*** DATA FOR THIS EXERCISE Section Begins ***

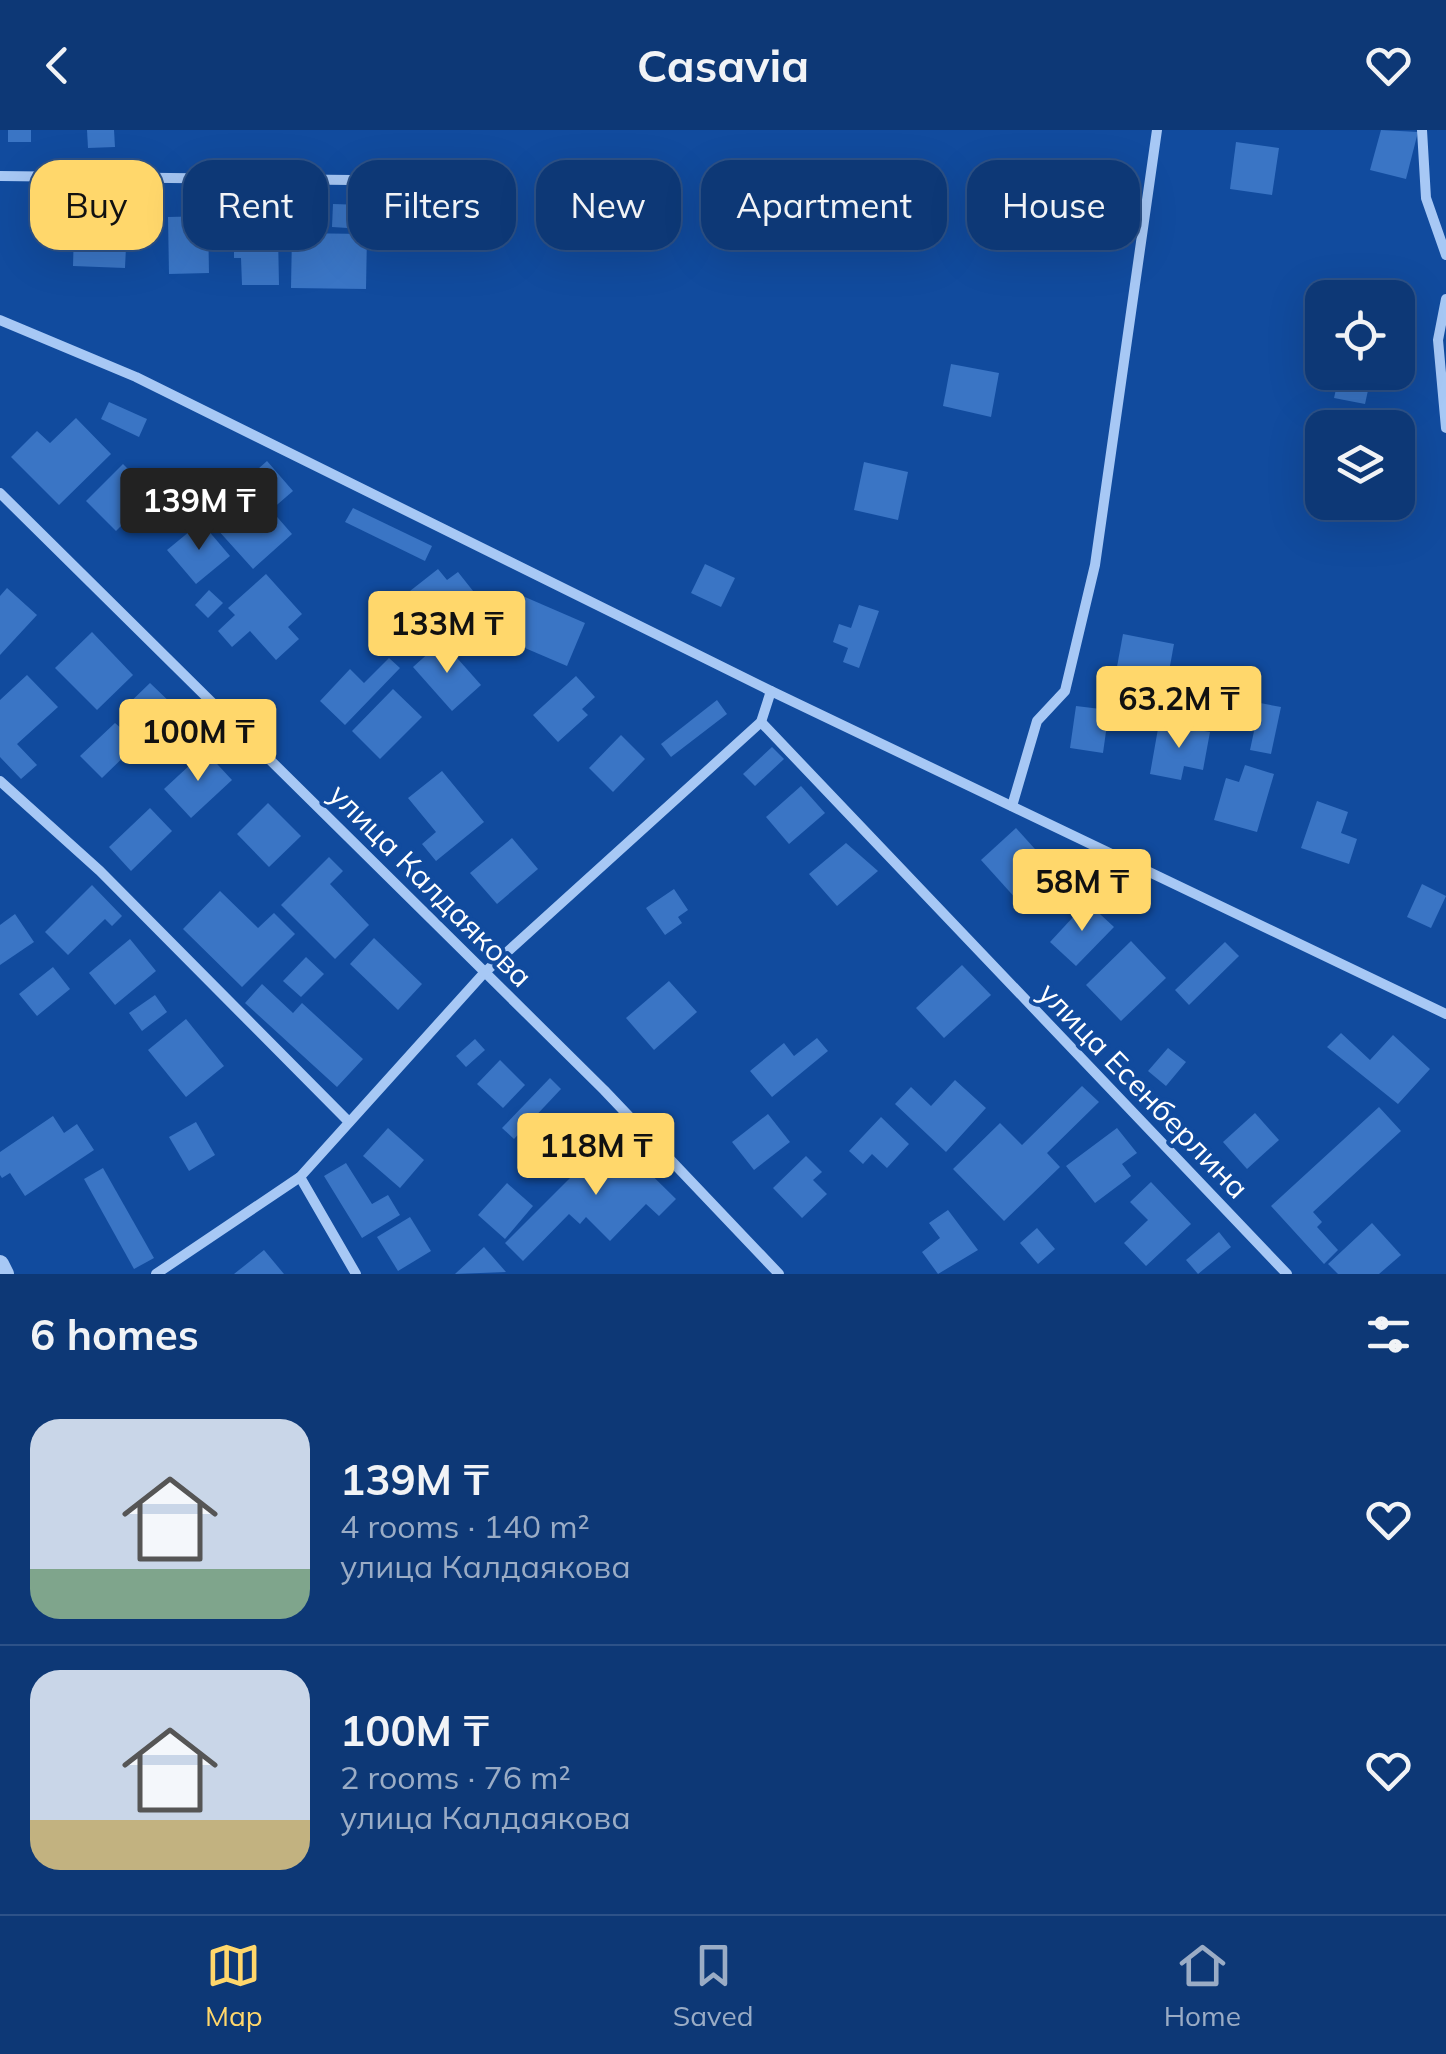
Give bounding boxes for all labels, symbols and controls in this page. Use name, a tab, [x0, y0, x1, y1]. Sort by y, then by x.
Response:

*** DATA FOR THIS EXERCISE Section Ends ***
*** DATA FOR THIS EXERCISE Section Begins ***

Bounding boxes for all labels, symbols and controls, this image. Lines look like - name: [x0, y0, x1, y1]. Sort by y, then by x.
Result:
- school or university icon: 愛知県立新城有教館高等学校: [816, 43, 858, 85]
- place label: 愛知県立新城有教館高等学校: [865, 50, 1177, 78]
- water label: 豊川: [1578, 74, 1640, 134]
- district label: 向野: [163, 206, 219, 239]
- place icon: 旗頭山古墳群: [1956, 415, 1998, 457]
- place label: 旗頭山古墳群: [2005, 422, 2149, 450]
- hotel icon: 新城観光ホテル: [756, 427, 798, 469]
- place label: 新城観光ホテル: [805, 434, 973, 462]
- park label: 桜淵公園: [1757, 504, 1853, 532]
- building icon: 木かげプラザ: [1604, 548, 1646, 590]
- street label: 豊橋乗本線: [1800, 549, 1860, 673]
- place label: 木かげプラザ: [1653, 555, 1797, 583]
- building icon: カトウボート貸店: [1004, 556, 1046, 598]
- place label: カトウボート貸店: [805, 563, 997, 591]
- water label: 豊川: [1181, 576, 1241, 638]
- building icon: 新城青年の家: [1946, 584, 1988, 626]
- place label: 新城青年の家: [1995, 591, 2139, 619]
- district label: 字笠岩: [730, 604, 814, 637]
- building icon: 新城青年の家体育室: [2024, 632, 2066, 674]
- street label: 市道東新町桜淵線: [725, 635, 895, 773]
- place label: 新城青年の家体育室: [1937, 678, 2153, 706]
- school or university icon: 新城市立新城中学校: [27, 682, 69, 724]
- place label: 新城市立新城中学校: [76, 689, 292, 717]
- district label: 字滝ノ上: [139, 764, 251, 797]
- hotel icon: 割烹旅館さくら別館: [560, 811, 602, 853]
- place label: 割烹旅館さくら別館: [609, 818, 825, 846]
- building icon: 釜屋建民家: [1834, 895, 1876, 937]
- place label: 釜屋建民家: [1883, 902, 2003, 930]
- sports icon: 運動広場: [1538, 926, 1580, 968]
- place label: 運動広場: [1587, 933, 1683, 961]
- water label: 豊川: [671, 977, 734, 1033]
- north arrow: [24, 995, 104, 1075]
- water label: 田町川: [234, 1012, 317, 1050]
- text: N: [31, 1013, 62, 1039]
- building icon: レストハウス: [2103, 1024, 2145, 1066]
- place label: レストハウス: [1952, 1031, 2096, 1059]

*** DATA FOR THIS EXERCISE Section Ends ***

> _TASK DESCRIPTION_:
Find the lines above that contain the word "symbols" and copy each one.

> _SOLVED EXERCISE_:
Give bounding boxes for all labels, symbols and controls in this page. Use name, a tab, [x0, y0, x1, y1]. Sort by y, then by x.
Bounding boxes for all labels, symbols and controls, this image. Lines look like - name: [x0, y0, x1, y1]. Sort by y, then by x.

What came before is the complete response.